== RECORD SET

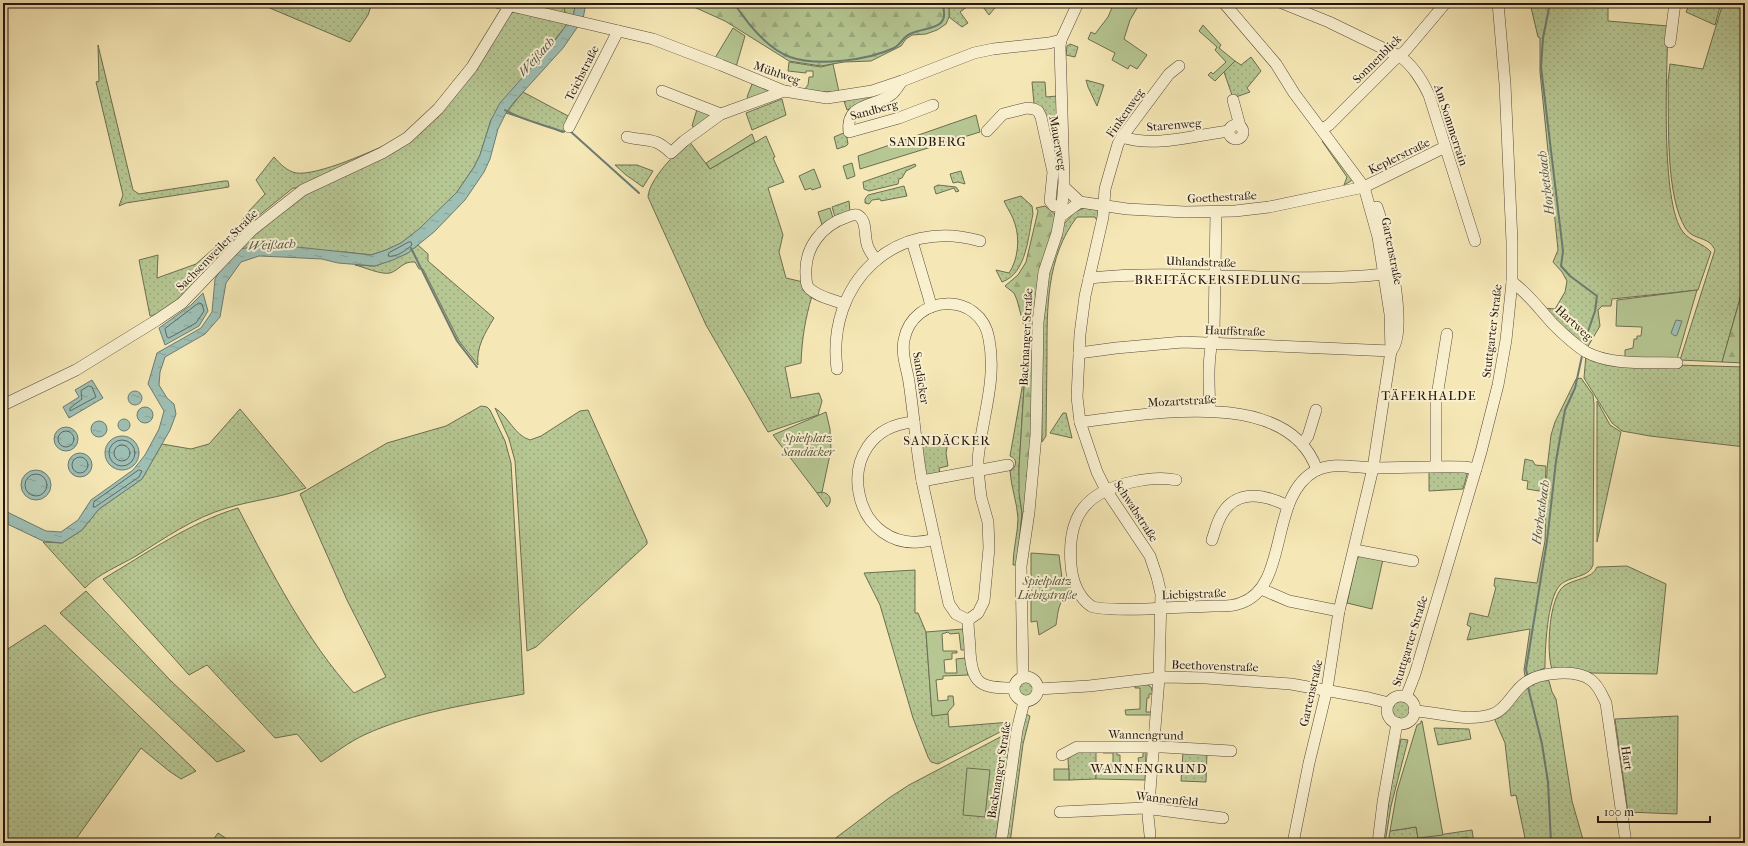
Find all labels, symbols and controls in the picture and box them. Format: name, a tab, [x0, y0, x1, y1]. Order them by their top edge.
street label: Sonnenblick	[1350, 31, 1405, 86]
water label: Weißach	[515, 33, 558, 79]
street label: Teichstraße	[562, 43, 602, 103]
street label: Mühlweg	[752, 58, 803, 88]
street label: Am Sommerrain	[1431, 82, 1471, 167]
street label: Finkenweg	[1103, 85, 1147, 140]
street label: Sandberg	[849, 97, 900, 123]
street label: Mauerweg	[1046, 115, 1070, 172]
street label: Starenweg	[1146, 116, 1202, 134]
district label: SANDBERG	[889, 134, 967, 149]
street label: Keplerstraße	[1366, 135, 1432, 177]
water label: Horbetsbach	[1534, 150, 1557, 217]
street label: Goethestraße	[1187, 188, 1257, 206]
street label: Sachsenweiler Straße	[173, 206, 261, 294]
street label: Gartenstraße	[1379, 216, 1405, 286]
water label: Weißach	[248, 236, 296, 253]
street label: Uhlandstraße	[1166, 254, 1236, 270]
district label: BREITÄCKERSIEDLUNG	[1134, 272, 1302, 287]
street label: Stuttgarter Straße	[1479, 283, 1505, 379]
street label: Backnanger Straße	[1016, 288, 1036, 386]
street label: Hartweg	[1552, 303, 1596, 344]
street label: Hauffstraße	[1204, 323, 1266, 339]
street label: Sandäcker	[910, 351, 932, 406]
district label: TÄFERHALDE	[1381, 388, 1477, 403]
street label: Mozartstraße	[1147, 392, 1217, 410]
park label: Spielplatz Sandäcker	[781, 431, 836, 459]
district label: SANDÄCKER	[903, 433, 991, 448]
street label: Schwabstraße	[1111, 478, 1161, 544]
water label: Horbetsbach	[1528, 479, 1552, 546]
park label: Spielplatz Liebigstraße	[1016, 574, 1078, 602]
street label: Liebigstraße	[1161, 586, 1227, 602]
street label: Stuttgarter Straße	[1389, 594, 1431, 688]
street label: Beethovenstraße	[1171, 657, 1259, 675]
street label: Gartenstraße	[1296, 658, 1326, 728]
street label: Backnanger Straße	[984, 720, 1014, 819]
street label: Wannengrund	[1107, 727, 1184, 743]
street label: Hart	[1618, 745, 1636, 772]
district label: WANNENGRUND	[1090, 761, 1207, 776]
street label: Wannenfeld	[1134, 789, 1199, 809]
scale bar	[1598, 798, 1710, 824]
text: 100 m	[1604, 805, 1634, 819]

====

=== PROBLEM ===
No pictures belong in the copy. Repeat the entries exactly.

=== EXERCISE RESULT ===
Find all labels, symbols and controls in the picture and box them. Format: name, a tab, [x0, y0, x1, y1]. Order them by their top edge.
street label: Sonnenblick	[1350, 31, 1405, 86]
water label: Weißach	[515, 33, 558, 79]
street label: Teichstraße	[562, 43, 602, 103]
street label: Mühlweg	[752, 58, 803, 88]
street label: Am Sommerrain	[1431, 82, 1471, 167]
street label: Finkenweg	[1103, 85, 1147, 140]
street label: Sandberg	[849, 97, 900, 123]
street label: Mauerweg	[1046, 115, 1070, 172]
street label: Starenweg	[1146, 116, 1202, 134]
district label: SANDBERG	[889, 134, 967, 149]
street label: Keplerstraße	[1366, 135, 1432, 177]
water label: Horbetsbach	[1534, 150, 1557, 217]
street label: Goethestraße	[1187, 188, 1257, 206]
street label: Sachsenweiler Straße	[173, 206, 261, 294]
street label: Gartenstraße	[1379, 216, 1405, 286]
water label: Weißach	[248, 236, 296, 253]
street label: Uhlandstraße	[1166, 254, 1236, 270]
district label: BREITÄCKERSIEDLUNG	[1134, 272, 1302, 287]
street label: Stuttgarter Straße	[1479, 283, 1505, 379]
street label: Backnanger Straße	[1016, 288, 1036, 386]
street label: Hartweg	[1552, 303, 1596, 344]
street label: Hauffstraße	[1204, 323, 1266, 339]
street label: Sandäcker	[910, 351, 932, 406]
district label: TÄFERHALDE	[1381, 388, 1477, 403]
street label: Mozartstraße	[1147, 392, 1217, 410]
park label: Spielplatz Sandäcker	[781, 431, 836, 459]
district label: SANDÄCKER	[903, 433, 991, 448]
street label: Schwabstraße	[1111, 478, 1161, 544]
water label: Horbetsbach	[1528, 479, 1552, 546]
park label: Spielplatz Liebigstraße	[1016, 574, 1078, 602]
street label: Liebigstraße	[1161, 586, 1227, 602]
street label: Stuttgarter Straße	[1389, 594, 1431, 688]
street label: Beethovenstraße	[1171, 657, 1259, 675]
street label: Gartenstraße	[1296, 658, 1326, 728]
street label: Backnanger Straße	[984, 720, 1014, 819]
street label: Wannengrund	[1107, 727, 1184, 743]
street label: Hart	[1618, 745, 1636, 772]
district label: WANNENGRUND	[1090, 761, 1207, 776]
street label: Wannenfeld	[1134, 789, 1199, 809]
scale bar	[1598, 798, 1710, 824]
text: 100 m	[1604, 805, 1634, 819]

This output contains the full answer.